Giving parents a safe space where they feel welcome to sit, chat, learn, share stories and build each other’s capacity, helps strengthen communities, alters previously negative perceptions of the school, and creates community among and between parents and families. All of these aspects benefit school communities and educators who work in the school. It benefits students, as they see parents being cordial, pro-social, they are more likely to engage with their peers in more pro-social ways, problem solve more effectively positive, and then again….. When children know and see that their parents are at or near the school, or can be there at any time, they are less likely to misbehave. Everybody’s child is on theiur best behavior when their parent or a neighbor, friendly with their parent, shows up in school. So, everyone wins!

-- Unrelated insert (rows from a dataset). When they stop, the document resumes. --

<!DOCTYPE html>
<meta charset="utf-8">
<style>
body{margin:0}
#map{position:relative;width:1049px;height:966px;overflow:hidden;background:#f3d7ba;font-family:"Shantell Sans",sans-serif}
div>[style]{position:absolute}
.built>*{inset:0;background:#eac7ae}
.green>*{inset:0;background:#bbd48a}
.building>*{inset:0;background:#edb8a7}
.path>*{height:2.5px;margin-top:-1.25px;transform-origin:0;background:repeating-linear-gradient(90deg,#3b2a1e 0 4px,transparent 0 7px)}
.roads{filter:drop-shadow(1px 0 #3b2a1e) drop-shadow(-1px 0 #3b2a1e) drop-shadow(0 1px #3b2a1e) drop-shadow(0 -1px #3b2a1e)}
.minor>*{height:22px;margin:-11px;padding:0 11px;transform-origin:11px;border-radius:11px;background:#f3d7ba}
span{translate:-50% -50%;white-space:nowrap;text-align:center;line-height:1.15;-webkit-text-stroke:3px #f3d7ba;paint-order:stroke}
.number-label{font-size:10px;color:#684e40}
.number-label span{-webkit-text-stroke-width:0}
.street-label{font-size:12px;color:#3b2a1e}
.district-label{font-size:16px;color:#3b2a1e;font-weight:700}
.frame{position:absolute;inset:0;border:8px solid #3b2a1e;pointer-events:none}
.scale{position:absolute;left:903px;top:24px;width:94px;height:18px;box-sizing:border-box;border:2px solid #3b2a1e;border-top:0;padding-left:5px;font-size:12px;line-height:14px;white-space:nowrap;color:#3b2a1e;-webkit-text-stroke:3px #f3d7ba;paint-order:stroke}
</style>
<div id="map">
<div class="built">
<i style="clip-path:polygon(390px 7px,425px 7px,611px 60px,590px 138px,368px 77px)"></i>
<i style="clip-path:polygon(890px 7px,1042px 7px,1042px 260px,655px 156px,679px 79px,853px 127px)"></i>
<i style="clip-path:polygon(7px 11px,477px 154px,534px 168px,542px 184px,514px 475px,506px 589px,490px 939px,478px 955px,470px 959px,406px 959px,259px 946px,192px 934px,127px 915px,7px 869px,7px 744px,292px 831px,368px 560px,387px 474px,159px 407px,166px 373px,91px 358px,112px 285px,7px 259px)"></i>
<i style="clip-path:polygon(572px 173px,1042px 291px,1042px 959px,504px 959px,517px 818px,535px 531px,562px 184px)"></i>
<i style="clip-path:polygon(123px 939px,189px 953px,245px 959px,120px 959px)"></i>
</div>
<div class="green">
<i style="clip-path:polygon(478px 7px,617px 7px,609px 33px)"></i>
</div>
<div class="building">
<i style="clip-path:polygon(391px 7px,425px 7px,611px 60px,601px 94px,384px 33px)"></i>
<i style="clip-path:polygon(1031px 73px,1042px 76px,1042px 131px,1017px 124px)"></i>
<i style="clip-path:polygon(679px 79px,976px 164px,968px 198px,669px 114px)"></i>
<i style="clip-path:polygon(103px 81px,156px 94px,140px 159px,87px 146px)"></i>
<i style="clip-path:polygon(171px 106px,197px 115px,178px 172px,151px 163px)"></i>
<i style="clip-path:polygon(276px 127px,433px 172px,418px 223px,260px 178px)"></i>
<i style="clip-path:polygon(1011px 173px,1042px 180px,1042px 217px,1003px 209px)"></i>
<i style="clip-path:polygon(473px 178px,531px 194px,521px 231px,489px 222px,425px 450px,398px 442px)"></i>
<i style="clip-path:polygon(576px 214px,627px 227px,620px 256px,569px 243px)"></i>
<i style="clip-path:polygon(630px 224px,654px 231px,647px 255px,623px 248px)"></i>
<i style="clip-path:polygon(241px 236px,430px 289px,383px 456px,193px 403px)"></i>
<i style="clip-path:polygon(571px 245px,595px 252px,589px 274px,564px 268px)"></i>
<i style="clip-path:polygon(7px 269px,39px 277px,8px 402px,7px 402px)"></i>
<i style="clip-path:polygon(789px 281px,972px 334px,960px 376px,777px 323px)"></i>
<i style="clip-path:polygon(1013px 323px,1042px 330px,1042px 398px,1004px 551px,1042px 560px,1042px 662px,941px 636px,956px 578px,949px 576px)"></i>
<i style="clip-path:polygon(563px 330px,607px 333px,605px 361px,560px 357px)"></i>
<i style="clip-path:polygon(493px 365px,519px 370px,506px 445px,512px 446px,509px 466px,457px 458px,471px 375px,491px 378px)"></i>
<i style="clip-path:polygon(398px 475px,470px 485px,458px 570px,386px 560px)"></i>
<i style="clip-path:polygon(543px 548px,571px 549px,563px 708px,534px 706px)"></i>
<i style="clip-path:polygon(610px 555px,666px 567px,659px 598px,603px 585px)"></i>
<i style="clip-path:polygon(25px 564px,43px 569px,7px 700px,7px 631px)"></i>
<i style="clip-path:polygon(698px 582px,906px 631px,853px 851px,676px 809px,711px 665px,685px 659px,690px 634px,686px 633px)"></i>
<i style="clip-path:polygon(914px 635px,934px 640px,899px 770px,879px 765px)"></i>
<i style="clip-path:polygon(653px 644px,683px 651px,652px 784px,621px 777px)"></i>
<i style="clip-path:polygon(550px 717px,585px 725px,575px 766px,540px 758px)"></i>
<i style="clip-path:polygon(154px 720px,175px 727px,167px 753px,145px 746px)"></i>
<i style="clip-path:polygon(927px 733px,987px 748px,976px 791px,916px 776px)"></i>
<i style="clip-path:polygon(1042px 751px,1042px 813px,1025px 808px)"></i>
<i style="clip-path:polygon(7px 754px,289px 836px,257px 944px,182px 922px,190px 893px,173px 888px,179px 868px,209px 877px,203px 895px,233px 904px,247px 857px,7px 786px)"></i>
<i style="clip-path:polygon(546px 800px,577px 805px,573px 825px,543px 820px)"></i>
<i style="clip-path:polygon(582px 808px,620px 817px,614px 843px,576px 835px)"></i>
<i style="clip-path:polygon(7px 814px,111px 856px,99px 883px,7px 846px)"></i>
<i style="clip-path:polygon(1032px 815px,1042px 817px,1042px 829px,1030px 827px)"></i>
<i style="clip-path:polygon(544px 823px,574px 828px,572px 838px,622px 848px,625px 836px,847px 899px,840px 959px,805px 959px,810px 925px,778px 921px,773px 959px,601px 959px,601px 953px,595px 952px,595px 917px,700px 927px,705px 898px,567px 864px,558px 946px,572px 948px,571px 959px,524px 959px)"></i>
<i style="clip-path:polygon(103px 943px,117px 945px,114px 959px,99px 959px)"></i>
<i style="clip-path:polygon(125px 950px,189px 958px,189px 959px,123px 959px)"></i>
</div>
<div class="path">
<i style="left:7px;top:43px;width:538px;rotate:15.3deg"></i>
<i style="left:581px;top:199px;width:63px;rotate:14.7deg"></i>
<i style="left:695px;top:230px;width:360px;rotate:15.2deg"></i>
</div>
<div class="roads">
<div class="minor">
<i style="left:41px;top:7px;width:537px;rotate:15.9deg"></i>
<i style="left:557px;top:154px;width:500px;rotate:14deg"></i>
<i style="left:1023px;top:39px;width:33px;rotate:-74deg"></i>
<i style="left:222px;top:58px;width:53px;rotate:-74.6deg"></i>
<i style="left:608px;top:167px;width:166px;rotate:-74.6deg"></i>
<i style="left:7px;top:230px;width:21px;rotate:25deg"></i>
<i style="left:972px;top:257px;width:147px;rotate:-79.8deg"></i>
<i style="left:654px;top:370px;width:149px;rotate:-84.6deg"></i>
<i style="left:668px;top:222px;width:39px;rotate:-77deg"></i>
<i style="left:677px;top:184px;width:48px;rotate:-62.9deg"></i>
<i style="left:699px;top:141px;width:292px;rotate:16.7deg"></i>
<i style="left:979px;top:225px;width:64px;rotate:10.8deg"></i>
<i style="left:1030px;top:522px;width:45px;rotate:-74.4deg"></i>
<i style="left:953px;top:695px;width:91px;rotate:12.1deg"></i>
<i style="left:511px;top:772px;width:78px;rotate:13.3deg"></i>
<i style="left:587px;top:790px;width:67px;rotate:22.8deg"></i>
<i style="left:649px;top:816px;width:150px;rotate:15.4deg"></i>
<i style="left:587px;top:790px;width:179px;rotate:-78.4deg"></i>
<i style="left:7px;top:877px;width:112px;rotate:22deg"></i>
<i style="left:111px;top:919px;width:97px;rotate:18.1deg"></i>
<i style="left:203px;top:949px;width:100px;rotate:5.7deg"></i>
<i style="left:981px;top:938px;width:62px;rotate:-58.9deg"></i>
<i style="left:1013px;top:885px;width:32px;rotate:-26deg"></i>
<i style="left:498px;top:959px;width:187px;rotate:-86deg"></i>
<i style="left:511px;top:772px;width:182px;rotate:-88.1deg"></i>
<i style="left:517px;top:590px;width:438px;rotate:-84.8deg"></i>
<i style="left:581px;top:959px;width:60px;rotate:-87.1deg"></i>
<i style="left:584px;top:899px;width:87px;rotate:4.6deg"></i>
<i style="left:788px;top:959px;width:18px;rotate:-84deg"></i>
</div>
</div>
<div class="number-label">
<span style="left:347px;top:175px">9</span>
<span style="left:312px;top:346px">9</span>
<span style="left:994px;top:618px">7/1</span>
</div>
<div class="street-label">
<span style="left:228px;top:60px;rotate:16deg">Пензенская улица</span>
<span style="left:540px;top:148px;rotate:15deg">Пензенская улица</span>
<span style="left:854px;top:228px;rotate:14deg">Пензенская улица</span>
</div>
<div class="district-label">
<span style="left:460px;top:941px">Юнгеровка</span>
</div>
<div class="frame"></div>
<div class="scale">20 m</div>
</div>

Cultural brokering involves providing opportunities
for parent voice and influence in school or district
decision-making. In contrast to typical scenarios in which
principals or district leaders make decisions unilaterally, these strategies create avenues for parents to work
together to influence change through their relationships. Cultural Brokers in schools act more proactively, as professional bridge builders between schools and families AND the community at large. With goals and objectives, as a collaborative partnership, are aligned amongst all collectively,  all eyes can focus on the ultimate goal: maximized student achievement, family empowerment and strengthened communities.

muslim parents

The beauty of  an approach to engagement that places focus on families’ voices is that we are better informed, more responsive in program designs, and can provide supportive services that are guided by family-friendly practice protocols. Broadened perspectives and cultural-linguistically responsive practices cultural brokering moves us away from what ‘they'[families/educators] can do for ‘us’ and towards what ‘we’ can do for one another.  “How do we form alliance with schools to enhance the role of educator and parent?” ……in a place where parents. educators and other neighborhood stakeholders can call the school facilities a community hub for multi-cultural, multi-generational  21st Century learning and productive global living for all.  

2 thoughts on “Why You Must Have a “Cultural Broker”

  1. JaDonnia B. says:

    Intentional, mindful, and committed to building community and cultural bridges to collaboration. If we focus on the ultimate stakeholder, the children as they are our future, with or without us, we can not only translate concerns and create transformative global communities.